WHAT IS EXPECTED
Read the listing below and tally the lines that contain "userSpaceOnUse"; the reply is that tally only.
___ DATA RECORDS ___
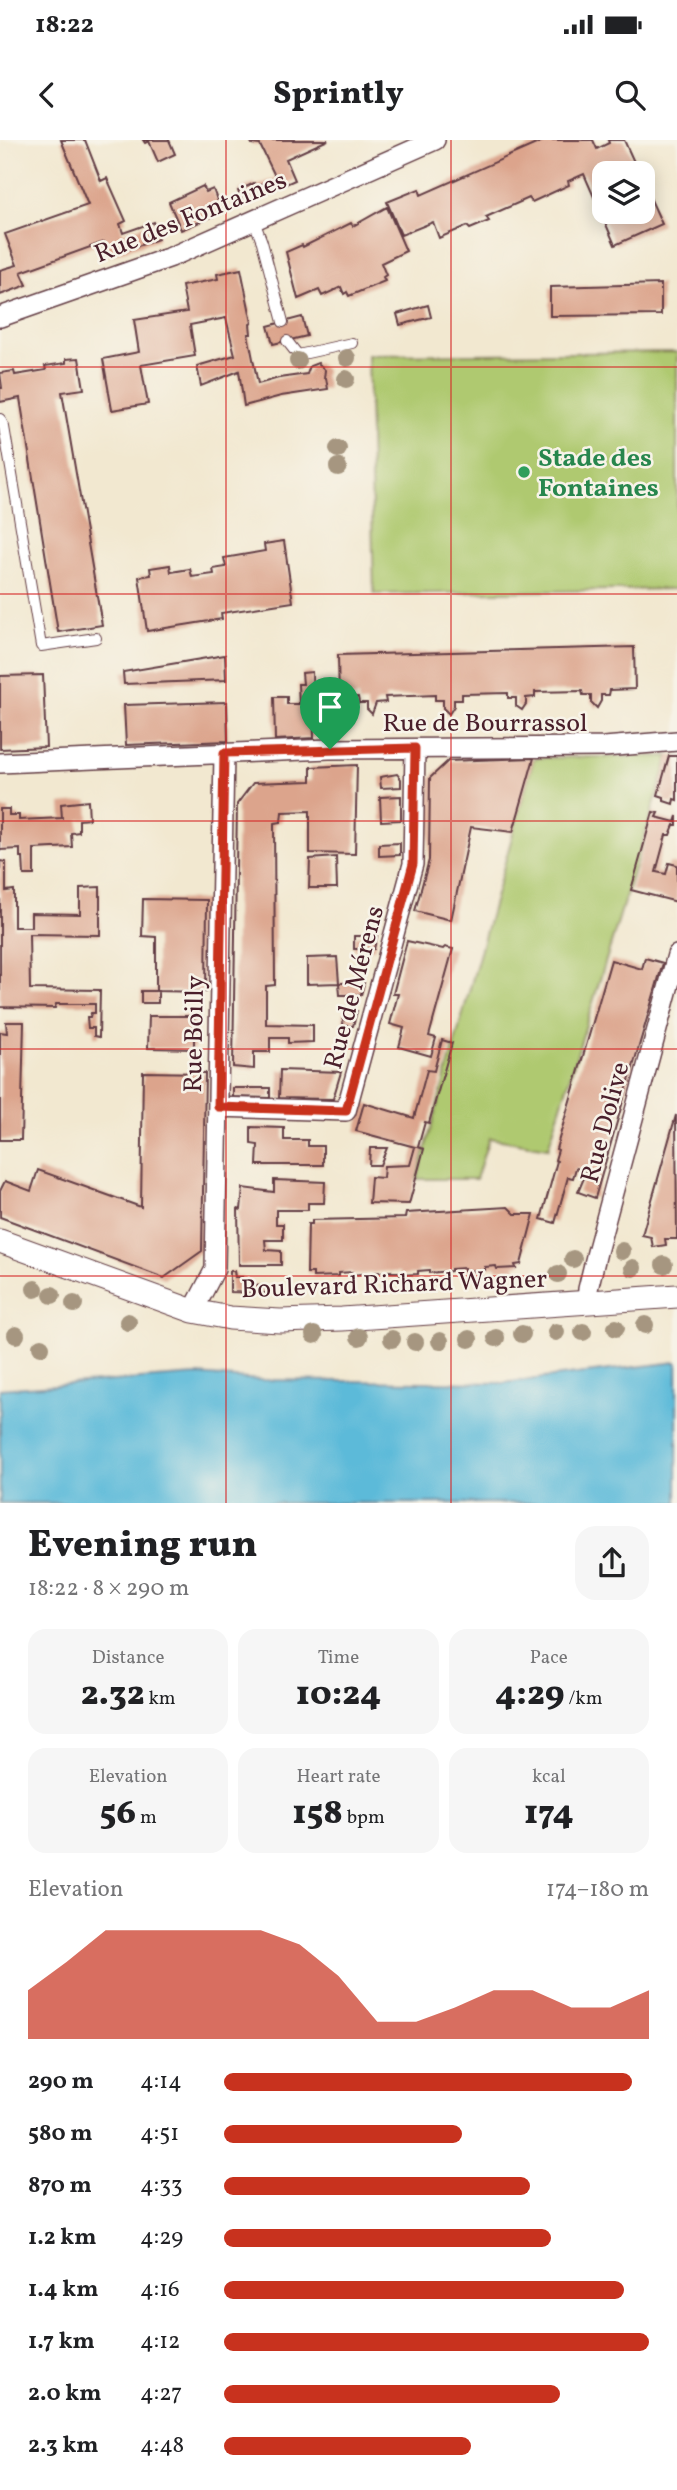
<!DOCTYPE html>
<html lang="en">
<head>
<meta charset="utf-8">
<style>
	body { margin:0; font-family:Vollkorn,serif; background:#f6f6f6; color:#202124; height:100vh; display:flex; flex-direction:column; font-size:26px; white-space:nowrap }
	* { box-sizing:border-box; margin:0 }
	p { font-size:23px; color:#757577 }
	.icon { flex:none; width:38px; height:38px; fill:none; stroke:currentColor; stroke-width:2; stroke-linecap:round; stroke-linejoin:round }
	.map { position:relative; height:1363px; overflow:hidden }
	.details { display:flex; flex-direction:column; background:#fff; flex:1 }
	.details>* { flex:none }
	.buttons { position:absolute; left:592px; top:21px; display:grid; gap:14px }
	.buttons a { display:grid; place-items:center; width:63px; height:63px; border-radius:14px; background:#fff; box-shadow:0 4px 18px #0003; font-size:35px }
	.pin { position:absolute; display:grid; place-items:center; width:60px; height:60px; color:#fff; margin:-72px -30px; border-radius:50% 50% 50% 0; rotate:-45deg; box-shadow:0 0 7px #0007 }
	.pin .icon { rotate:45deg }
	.round { display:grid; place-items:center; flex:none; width:74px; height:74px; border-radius:21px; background:#f6f6f6 }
	.overview { display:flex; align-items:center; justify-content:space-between; height:119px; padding:0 28px }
	h1 { font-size:38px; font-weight:800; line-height:52px }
	.figures { display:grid; grid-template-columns:repeat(3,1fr); gap:10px; height:119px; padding:7px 28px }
	.figures div { display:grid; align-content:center; border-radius:18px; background:#f6f6f6; text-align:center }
	.figures b { font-size:35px; font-weight:800 }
	.figures small { font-size:19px; font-weight:400 }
	.figures p { font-size:19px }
	.chart { height:196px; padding:14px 28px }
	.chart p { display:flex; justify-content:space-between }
	.chart svg { width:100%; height:126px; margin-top:7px; fill:#c8321e; opacity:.7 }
	ul { padding:0 28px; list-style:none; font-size:23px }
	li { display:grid; grid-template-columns:112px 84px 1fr; align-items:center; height:52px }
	li i { height:18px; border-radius:9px; background:#c8321e }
	.status { display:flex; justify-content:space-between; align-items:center; height:49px; padding:0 35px; background:#fff; direction:ltr }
	.status svg { height:19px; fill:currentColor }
	header { display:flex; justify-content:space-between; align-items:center; height:91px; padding:0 28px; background:#fff; font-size:32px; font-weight:800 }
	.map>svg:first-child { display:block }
	.green { fill:#afc96f; stroke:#7c744d; stroke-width:2 }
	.water { fill:#5bbad9; stroke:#526c82; stroke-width:2 }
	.building { fill:#dca48c }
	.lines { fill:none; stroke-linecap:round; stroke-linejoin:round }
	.service-casing { stroke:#633d44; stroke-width:12 }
	.minor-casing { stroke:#633d44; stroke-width:22 }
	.tertiary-casing { stroke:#633d44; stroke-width:25 }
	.service { stroke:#fff; stroke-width:10 }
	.minor { stroke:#fff; stroke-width:19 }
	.tertiary { stroke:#fff; stroke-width:23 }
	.tree { fill:#a69680 }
	.route-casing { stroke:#fff; stroke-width:14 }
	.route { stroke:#c8321e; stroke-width:9 }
	.grid { fill:none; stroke:#d62828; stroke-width:2; stroke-opacity:0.55 }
	.leisure-dot { fill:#2e9e5b; stroke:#f7f3e8; stroke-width:2.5 }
	.labels { text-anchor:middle; stroke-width:5; stroke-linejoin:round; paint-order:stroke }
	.street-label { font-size:26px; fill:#4a1f2b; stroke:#f7f3e8 }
	.leisure-label { font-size:26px; font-weight:bold; fill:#27864d; stroke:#f7f3e8; text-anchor:start }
</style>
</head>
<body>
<div class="status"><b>18:22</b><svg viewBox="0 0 49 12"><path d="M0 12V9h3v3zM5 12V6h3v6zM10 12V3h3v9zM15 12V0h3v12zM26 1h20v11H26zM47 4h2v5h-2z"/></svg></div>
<header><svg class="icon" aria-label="back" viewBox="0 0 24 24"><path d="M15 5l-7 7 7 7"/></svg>Sprintly<svg class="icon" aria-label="search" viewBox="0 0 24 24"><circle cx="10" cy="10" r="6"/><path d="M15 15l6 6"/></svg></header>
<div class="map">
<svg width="677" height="1363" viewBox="0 0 677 1363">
	<rect width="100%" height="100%" fill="#f7f3e8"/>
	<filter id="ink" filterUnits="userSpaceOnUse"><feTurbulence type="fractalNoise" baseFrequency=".0143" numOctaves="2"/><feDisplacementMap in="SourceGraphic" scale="14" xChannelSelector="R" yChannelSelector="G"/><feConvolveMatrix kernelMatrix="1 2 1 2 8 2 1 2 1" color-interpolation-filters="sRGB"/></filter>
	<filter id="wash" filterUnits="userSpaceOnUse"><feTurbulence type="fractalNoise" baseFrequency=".00686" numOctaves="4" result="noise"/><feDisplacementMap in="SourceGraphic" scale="28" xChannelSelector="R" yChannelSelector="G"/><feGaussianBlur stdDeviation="1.57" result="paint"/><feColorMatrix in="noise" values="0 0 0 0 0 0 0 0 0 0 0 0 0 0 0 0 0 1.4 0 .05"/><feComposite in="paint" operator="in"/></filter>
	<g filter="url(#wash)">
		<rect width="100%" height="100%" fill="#f2e8d0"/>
		<path class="green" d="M677 212V449L374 454 368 215Z
			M669 616 548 1008 489 998 476 1039H417L534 618Z"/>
		<path class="water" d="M677 1222V1363H0V1249L197 1235 260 1240 503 1243Z"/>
		<g id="blocks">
			<path class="building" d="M61 0H85L101 41 107 38 126 81 120 84 123 93 154 82 158 99 109 116 104 102 21 132 27 145 0 155V130L17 125 5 94 88 65Z
				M143 0H169L175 14 158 22 149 1 145 3Z
				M250 0H328L286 19 295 40 243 63 238 51 254 43 256 46 276 38 260 5 252 4Z
				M545 0H593L597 9 609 3 608 0H624L639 33H604V72H642V40L662 84 615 105 584 34 568 41 569 45 532 62 529 58 486 77 489 81 470 89 467 86 439 98 433 82 401 95 387 62 419 49 421 55Z
				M203 46 206 52 213 49 217 60 222 58 228 70 181 90 169 62Z
				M387 67 406 111 381 123 386 135 383 137 385 141 349 156 347 152 344 154 341 147 322 156 319 150 298 159 286 112 302 105 303 107 351 83 353 86Z
				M241 129 252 183 250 184 251 194H248L258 244 279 238 307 234 310 226 318 223 325 230 324 238H326L328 249 281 256 244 266 239 231 201 246 197 226 235 215 226 178 190 185 195 216 141 225 148 264 112 270 103 219 139 212 134 180 187 172 182 146 218 139 217 134Z
				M661 144V175L550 176V147Z
				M428 165 431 177 400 185 397 174Z
				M302 177 307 196 273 204 268 186Z
				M79 218 84 249 62 252 102 485 58 492 20 258 0 262V248H2L0 233 14 231 15 235 46 230 45 226 66 223V219Z
				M284 401 293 462 221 473 222 479 147 491 139 437 151 435 150 428 170 425 171 432 190 429 192 437 214 434 213 429 226 427 224 418 265 411 264 404Z
				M634 507 635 549 610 550 609 555H601V561L597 568 591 562V555H583L582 551 535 552V557L526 558V564L522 570 516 566V558H508V553L462 554V560H454V566L449 574 443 568V560H435V555L385 557 386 562 376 563 372 574 367 569V563H359L358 557 339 558 338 515Z
				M225 515 226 540 124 544 123 532Z
				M312 532 314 598 275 600 274 557H287V564H299L298 544H303L302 533Z
				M43 535 46 607 0 609V536Z
				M227 562 228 601 126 605 124 565Z
				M669 616H677V660L674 659 673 664 664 661V657L658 655Z
				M534 618 513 692 471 687 451 780 415 771 429 720 430 638 448 621Z
				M357 625 355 714 310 713V671L282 672 281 682 274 683 275 845 266 846V884L313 885V902L288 903V898H270V912H254V929L233 927 237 664 253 643 311 641V627Z
				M397 634 401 639V647L381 648 380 637Z
				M401 656V680L381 681 380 657Z
				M88 661 89 679 79 680V692L71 693 72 707 34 709V735H24L23 717H20V709L0 710V669H9V675H19V680L62 678 61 664Z
				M653 672 658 673 656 677 675 682 677 676V685H674L670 695H666L656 732 666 734 669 723 677 725V762L631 750Z
				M400 703V715L379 716V704Z
				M336 717 337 748H309L310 719Z
				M0 721 6 722V751L14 750V787H31V773L80 774V748L100 747V795L29 794 30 849 100 850 99 897 94 896V888H88L87 877H90L91 873H95V864H56L55 868 0 867Z
				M143 759 207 760 206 852 156 851V797L142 796Z
				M354 796H377L374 809H354Z
				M407 801 443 809 445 807 453 809 429 896 436 898 431 916 399 907 404 888 390 884 398 854H393Z
				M337 817 339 843H364L361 855H340L339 843 307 844V818Z
				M645 818 663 823 595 1058 578 1052 587 1031 576 1028 573 1038 568 1037 555 1083 541 1079 557 1021 555 1020 558 1010 556 1009 611 820 642 829Z
				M141 851H158V863H141Z
				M344 871H357L353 886H343Z
				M149 876H194V909L148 908Z
				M6 882H24L21 1000H0V892L7 893Z
				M442 900 452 903 429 983 425 982 418 1007 424 1009 409 1064 369 1063 371 1037 383 1038 384 1026 410 1025 415 1007 356 991 364 963 414 978 427 930 434 931Z
				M280 930 341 932 333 959 279 958Z
				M143 932 205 933 202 1111 164 1138 0 1077V1051L5 1041 31 1051 38 1030 141 1067Z
				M233 948H270V958L233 957Z
				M676 975 677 1099H665L666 1105 653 1107 651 1097 642 1095Z
				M251 987 284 988V1000H308V1006H323V1025H257L258 1005 251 1004Z
				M370 1008H387L380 1025H369Z
				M274 1040 325 1042 324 1063H308V1070H276V1084H283V1100H265L266 1110 281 1111V1125H239L238 1069 241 1070 243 1048 274 1052Z
				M508 1067 515 1074H534L521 1124 515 1125 516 1128 497 1129 496 1126 485 1127V1130L464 1131V1128L451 1129V1131L429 1133V1130L418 1131V1134L400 1135V1132H389L390 1131 352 1135V1132L339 1133V1136L313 1137V1133H307L308 1084H312V1080L405 1078 406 1073Z
				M230 1131H234L235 1137H242V1145L262 1146V1148H268V1153L230 1152Z"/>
		</g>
	</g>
	<g filter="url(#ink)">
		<use href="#blocks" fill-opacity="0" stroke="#633d44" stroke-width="2"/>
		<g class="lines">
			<defs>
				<path id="service" d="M254 81 262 102 283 182
					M287 201 298 215 352 203
					M0 279 4 287 41 506 96 498"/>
				<path id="minor" d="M0 177 171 117 435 0
					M0 623 329 609 604 607 677 601
					M218 967 346 971 413 724 415 609
					M587 1163 588 1149 597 1112 677 815
					M193 1171 215 1129 224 613"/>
				<path id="tertiary" d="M0 1101 193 1171 230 1178 280 1181 342 1179 677 1156"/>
			</defs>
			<use href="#service" class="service-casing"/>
			<use href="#minor" class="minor-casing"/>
			<use href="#tertiary" class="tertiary-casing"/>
			<use href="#service" class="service"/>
			<use href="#minor" class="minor"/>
			<use href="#tertiary" class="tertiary"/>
		</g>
		<g class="tree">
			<circle cx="347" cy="218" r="9"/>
			<circle cx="298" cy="221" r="9"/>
			<circle cx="346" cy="239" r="9"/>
			<circle cx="338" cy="309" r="9"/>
			<circle cx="338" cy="327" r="9"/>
			<circle cx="622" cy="1111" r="9"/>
			<circle cx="573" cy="1119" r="9"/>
			<circle cx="664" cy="1125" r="9"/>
			<circle cx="633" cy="1128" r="9"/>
			<circle cx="558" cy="1134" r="9"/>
			<circle cx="35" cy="1149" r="9"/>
			<circle cx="52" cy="1155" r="9"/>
			<circle cx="74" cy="1164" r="9"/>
			<circle cx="128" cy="1182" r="9"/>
			<circle cx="645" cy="1185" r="9"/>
			<circle cx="616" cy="1188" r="9"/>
			<circle cx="556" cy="1192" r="9"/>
			<circle cx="583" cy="1192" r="9"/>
			<circle cx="522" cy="1194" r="9"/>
			<circle cx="16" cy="1195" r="9"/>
			<circle cx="314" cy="1195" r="9"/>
			<circle cx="359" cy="1197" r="9"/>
			<circle cx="496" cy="1198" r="9"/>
			<circle cx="392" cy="1199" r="9"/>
			<circle cx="469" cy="1199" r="9"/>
			<circle cx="440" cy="1201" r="9"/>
			<circle cx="415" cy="1202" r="9"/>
			<circle cx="41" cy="1207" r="9"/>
		</g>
	</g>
	<g class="lines" filter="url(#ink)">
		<defs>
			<path id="route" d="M415 608 413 724 346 971 218 967 224 613Z"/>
		</defs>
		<use href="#route" class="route-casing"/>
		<use href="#route" class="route"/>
	</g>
	<path class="grid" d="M226 0V1363M451 0V1363M0 227H677M0 454H677M0 681H677M0 909H677M0 1136H677"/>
	<circle class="leisure-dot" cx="524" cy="332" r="7"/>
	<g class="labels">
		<g class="street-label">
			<text transform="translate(190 76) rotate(-22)" y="9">Rue des Fontaines</text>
			<text x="485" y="591">Rue de Bourrassol</text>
			<text transform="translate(353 847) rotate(-75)" y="9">Rue de Mérens</text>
			<text transform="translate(193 894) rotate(-89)" y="9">Rue Boilly</text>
			<text transform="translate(604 982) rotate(-75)" y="9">Rue Dolive</text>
			<text transform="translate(394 1143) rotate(-2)" y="9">Boulevard Richard Wagner</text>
		</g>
		<g class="leisure-label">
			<text x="538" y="326">Stade des<tspan x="538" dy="30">Fontaines</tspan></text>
		</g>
	</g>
</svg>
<div class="buttons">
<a><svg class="icon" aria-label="layers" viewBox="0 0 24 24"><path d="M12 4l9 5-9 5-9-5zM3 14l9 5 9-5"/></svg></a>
</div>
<div class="pin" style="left:330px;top:609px;background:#1e9e55"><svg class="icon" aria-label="arrive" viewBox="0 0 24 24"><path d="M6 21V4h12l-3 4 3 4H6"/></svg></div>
</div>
<section class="details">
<div class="overview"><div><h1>Evening run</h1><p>18:22 · 8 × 290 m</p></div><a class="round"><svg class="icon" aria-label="share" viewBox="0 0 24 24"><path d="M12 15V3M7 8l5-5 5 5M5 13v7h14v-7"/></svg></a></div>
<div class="figures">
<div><p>Distance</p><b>2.32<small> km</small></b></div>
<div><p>Time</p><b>10:24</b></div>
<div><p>Pace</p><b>4:29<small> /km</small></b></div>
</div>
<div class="figures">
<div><p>Elevation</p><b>56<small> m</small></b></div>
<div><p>Heart rate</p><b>158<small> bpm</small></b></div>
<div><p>kcal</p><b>174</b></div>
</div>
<div class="chart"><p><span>Elevation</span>174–180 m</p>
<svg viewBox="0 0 160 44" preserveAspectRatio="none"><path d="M0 44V27L10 17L20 6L30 6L40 6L50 6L60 6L70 11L80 22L90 38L100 38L110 33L120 27L130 27L140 33L150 33L160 27V44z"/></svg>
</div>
<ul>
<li><b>290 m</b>4:14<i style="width:96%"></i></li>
<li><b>580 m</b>4:51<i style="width:56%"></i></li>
<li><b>870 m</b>4:33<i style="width:72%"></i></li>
<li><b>1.2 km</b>4:29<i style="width:77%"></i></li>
<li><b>1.4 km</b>4:16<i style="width:94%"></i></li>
<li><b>1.7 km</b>4:12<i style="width:100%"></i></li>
<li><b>2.0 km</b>4:27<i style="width:79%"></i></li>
<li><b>2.3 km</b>4:48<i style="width:58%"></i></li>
</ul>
</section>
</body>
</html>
___
TASK ANSWER
2